What you have to do. Whatever the lines below say, output them exactly.

Given data.
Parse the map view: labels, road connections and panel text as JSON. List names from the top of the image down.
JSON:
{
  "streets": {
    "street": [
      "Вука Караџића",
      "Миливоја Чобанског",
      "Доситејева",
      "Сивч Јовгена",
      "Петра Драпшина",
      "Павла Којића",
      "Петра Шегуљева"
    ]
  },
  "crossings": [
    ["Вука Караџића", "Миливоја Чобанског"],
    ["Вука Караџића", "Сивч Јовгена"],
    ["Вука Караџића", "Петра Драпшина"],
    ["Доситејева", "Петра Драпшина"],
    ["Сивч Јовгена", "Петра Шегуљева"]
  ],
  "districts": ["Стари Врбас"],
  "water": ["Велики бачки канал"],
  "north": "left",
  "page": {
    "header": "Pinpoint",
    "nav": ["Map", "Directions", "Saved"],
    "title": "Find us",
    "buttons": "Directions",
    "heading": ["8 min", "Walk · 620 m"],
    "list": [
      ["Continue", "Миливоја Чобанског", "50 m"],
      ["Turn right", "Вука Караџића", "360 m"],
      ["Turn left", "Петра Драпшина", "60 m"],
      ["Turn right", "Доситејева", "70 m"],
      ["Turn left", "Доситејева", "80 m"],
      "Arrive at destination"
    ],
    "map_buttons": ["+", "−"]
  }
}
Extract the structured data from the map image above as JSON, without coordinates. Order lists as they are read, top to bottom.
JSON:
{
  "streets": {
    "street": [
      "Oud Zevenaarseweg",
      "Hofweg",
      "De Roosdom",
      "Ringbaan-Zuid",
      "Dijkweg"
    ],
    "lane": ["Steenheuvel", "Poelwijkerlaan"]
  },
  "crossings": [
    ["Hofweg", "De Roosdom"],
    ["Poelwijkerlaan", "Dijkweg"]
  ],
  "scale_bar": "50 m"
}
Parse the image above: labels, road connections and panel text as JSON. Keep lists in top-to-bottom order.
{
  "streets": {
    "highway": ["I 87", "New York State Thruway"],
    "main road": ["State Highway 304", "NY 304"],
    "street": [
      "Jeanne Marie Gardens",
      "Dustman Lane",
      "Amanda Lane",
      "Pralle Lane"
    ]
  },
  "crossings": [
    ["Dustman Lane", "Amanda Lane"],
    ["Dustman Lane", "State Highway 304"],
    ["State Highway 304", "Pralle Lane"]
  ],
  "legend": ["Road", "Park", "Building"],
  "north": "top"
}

Your solution.
Parse the map view: labels, road connections and panel text as JSON. List names from the top of the image down.
JSON:
{
  "streets": {
    "street": [
      "Вука Караџића",
      "Миливоја Чобанског",
      "Доситејева",
      "Сивч Јовгена",
      "Петра Драпшина",
      "Павла Којића",
      "Петра Шегуљева"
    ]
  },
  "crossings": [
    ["Вука Караџића", "Миливоја Чобанског"],
    ["Вука Караџића", "Сивч Јовгена"],
    ["Вука Караџића", "Петра Драпшина"],
    ["Доситејева", "Петра Драпшина"],
    ["Сивч Јовгена", "Петра Шегуљева"]
  ],
  "districts": ["Стари Врбас"],
  "water": ["Велики бачки канал"],
  "north": "left",
  "page": {
    "header": "Pinpoint",
    "nav": ["Map", "Directions", "Saved"],
    "title": "Find us",
    "buttons": "Directions",
    "heading": ["8 min", "Walk · 620 m"],
    "list": [
      ["Continue", "Миливоја Чобанског", "50 m"],
      ["Turn right", "Вука Караџића", "360 m"],
      ["Turn left", "Петра Драпшина", "60 m"],
      ["Turn right", "Доситејева", "70 m"],
      ["Turn left", "Доситејева", "80 m"],
      "Arrive at destination"
    ],
    "map_buttons": ["+", "−"]
  }
}
Extract the structured data from the map image above as JSON, without coordinates. Order lists as they are read, top to bottom.
JSON:
{
  "streets": {
    "street": [
      "Oud Zevenaarseweg",
      "Hofweg",
      "De Roosdom",
      "Ringbaan-Zuid",
      "Dijkweg"
    ],
    "lane": ["Steenheuvel", "Poelwijkerlaan"]
  },
  "crossings": [
    ["Hofweg", "De Roosdom"],
    ["Poelwijkerlaan", "Dijkweg"]
  ],
  "scale_bar": "50 m"
}
Parse the image above: labels, road connections and panel text as JSON. Keep lists in top-to-bottom order.
{
  "streets": {
    "highway": ["I 87", "New York State Thruway"],
    "main road": ["State Highway 304", "NY 304"],
    "street": [
      "Jeanne Marie Gardens",
      "Dustman Lane",
      "Amanda Lane",
      "Pralle Lane"
    ]
  },
  "crossings": [
    ["Dustman Lane", "Amanda Lane"],
    ["Dustman Lane", "State Highway 304"],
    ["State Highway 304", "Pralle Lane"]
  ],
  "legend": ["Road", "Park", "Building"],
  "north": "top"
}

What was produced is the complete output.